Common problems
Operator crashes on startup with OOMKilled
¶
On very large Kubernetes clusters with many hundreds of resources (pods, secrets, config maps, and so on), the operator may fail to start with its pod getting terminated with a OOMKilled
reason:
kubectl -n elastic-system \
get pods -o=jsonpath='{.items[].status.containerStatuses}' | jq
[
{
"containerID": "containerd://...",
"image": "docker.elastic.co/eck/eck-operator:2.16.1",
"imageID": "docker.elastic.co/eck/eck-operator@sha256:...",
"lastState": {
"terminated": {
"containerID": "containerd://...",
"exitCode": 137,
"finishedAt": "2022-07-04T09:47:02Z",
"reason": "OOMKilled",
"startedAt": "2022-07-04T09:46:43Z"
}
},
"name": "manager",
"ready": false,
"restartCount": 2,
"started": false,
"state": {
"waiting": {
"message": "back-off 20s restarting failed container=manager pod=elastic-operator-0_elastic-system(57de3efd-57e0-4c1e-8151-72b0ac4d6b14)",
"reason": "CrashLoopBackOff"
}
}
}
]
This is an issue with the controller-runtime
framework on top of which the operator is built. Even though the operator is only interested in the resources created by itself, the framework code needs to gather information about all relevant resources in the Kubernetes cluster in order to provide the filtered view of cluster state required by the operator. On very large clusters, this information gathering can use up a lot of memory and exceed the default resource limit defined for the operator pod.
The default memory limit for the operator pod is set to 1 Gi. You can increase (or decrease) this limit to a value suited to your cluster as follows:
kubectl patch sts elastic-operator -n elastic-system -p '{"spec":{"template":{"spec":{"containers":[{"name":"manager", "resources":{"limits":{"memory":"2Gi"}}}]}}}}'
Note
Set limits (spec.containers[].resources.limits
) that match requests (spec.containers[].resources.requests
) to prevent operator’s Pod from being terminated during node-pressure eviction.
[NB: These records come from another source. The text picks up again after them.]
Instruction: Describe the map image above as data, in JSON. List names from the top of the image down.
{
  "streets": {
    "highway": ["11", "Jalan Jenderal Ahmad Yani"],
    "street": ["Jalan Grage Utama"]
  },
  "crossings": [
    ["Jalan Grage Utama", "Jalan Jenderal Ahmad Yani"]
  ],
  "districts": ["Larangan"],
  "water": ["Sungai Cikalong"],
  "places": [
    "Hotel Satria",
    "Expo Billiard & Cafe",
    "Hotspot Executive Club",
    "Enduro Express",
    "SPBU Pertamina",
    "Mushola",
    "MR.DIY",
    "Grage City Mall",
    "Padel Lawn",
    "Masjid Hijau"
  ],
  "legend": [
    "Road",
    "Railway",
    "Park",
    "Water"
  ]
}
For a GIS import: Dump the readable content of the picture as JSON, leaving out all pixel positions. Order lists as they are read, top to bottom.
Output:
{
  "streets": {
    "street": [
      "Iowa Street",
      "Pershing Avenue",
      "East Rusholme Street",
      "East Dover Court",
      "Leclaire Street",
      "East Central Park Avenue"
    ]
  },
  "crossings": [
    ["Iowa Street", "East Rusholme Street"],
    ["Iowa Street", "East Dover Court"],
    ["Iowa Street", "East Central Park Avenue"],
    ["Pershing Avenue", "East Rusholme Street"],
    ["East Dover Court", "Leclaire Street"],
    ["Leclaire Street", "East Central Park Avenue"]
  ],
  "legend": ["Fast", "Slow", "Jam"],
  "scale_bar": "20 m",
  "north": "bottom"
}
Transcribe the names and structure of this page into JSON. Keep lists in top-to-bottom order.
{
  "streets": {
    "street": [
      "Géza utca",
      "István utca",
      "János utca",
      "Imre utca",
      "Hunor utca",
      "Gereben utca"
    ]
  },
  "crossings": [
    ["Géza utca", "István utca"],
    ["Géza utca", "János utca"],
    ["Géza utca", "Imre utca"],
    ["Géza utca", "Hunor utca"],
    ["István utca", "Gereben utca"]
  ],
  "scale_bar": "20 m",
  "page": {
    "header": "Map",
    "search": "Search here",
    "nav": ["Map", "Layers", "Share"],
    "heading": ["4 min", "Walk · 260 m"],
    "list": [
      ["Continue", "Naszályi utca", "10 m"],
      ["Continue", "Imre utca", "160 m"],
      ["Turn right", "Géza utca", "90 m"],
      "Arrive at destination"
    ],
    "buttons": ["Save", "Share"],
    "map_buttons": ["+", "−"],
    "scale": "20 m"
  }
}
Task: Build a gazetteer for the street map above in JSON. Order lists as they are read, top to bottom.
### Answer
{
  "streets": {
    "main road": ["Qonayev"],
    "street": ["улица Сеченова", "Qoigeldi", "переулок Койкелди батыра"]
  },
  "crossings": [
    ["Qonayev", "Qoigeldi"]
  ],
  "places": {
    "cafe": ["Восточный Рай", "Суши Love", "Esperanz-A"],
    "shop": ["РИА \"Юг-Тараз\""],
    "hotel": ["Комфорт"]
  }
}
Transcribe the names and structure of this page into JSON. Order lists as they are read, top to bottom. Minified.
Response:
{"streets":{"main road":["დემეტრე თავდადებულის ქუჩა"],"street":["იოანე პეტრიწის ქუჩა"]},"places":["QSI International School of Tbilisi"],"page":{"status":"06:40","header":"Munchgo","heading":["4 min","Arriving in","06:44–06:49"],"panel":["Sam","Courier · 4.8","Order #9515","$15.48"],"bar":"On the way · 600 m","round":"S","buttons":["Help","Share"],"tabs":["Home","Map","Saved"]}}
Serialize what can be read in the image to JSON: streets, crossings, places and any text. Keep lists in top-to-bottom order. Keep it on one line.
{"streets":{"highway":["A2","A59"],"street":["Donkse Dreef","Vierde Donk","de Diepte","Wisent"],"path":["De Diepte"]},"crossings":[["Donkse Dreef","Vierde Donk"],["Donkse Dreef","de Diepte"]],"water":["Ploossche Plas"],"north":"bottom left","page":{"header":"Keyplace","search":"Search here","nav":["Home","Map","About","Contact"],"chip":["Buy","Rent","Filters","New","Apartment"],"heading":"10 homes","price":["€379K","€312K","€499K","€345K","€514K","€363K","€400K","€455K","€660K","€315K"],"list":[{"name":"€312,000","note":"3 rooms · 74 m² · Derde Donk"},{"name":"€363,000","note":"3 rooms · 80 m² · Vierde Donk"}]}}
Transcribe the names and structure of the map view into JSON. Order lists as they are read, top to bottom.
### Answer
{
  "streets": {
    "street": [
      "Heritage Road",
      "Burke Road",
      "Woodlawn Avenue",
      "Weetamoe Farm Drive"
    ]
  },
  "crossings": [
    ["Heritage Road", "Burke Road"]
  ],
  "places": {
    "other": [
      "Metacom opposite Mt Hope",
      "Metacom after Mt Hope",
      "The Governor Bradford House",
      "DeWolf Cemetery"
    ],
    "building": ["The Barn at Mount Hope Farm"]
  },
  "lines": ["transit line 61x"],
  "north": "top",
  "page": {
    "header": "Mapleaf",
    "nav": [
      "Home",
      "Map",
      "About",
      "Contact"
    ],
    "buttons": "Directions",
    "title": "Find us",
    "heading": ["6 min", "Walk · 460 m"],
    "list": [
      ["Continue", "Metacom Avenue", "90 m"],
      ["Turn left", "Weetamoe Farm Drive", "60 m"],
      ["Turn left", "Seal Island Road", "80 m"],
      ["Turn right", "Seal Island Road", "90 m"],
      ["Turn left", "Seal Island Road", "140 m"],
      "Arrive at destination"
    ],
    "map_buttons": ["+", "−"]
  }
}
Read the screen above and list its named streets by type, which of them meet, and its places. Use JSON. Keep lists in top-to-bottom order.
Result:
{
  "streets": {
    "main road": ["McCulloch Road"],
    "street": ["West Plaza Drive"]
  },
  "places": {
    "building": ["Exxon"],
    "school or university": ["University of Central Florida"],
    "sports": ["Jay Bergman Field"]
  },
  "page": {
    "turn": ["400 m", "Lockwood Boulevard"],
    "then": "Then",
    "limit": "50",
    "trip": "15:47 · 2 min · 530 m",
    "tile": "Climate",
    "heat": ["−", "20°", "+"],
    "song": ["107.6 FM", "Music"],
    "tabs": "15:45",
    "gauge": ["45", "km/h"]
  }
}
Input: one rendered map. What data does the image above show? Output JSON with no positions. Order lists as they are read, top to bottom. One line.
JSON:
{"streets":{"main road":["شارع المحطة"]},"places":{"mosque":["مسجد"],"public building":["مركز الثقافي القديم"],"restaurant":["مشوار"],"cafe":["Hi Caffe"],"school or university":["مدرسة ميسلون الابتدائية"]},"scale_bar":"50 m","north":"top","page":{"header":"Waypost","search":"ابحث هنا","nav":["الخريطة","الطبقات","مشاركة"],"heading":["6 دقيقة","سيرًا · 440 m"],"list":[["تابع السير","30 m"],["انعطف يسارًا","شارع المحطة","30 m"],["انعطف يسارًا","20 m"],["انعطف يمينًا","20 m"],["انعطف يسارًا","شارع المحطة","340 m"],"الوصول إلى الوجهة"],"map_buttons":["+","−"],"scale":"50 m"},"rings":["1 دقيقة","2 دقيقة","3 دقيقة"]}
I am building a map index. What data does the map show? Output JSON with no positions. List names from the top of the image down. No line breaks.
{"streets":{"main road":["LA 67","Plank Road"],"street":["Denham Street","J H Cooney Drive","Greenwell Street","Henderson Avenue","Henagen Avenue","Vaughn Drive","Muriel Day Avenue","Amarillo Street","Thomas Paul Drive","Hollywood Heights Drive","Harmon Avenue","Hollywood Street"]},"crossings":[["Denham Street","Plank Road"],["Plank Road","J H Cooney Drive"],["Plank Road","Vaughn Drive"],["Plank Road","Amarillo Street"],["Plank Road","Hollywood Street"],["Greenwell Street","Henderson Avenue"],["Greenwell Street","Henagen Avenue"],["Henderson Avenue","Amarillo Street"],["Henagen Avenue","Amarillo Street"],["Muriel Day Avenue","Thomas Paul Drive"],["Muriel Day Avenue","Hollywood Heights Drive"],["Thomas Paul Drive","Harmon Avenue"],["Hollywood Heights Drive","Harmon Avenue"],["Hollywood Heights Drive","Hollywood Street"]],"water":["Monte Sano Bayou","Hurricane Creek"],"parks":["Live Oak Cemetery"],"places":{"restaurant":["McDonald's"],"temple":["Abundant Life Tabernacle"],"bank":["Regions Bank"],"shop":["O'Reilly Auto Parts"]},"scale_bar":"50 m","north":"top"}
Timeout when submitting a resource manifest ¶
When submitting a ECK resource manifest, you may encounter an error message similar to the following:
Error from server (Timeout): error when creating "elasticsearch.yaml": Timeout: request did not complete within requested timeout 30s
This error is usually an indication of a problem communicating with the validating webhook. If you are running ECK on a private Google Kubernetes Engine (GKE) cluster, you may need to add a firewall rule allowing port 9443 from the API server. Another possible cause for failure is if a strict network policy is in effect. Refer to the webhook troubleshooting documentation for more details and workarounds.
Copying secrets with Owner References ¶
Copying the Elasticsearch Secrets generated by ECK (for instance, the certificate authority or the elastic user) into another namespace wholesale can trigger a Kubernetes bug which can delete all of the Elasticsearch-related resources, for example, the data volumes. Since ECK 1.3.1, OwnerReference
was removed both from Elasticsearch Secrets containing public certificates and the Secret holding the elastic user credentials. These secrets are likely to be copied. If Secrets were copied in other namespaces before ECK 1.3.1, make sure you manually remove the OwnerReference
, as these Secrets might still be affected, even if ECK has been upgraded.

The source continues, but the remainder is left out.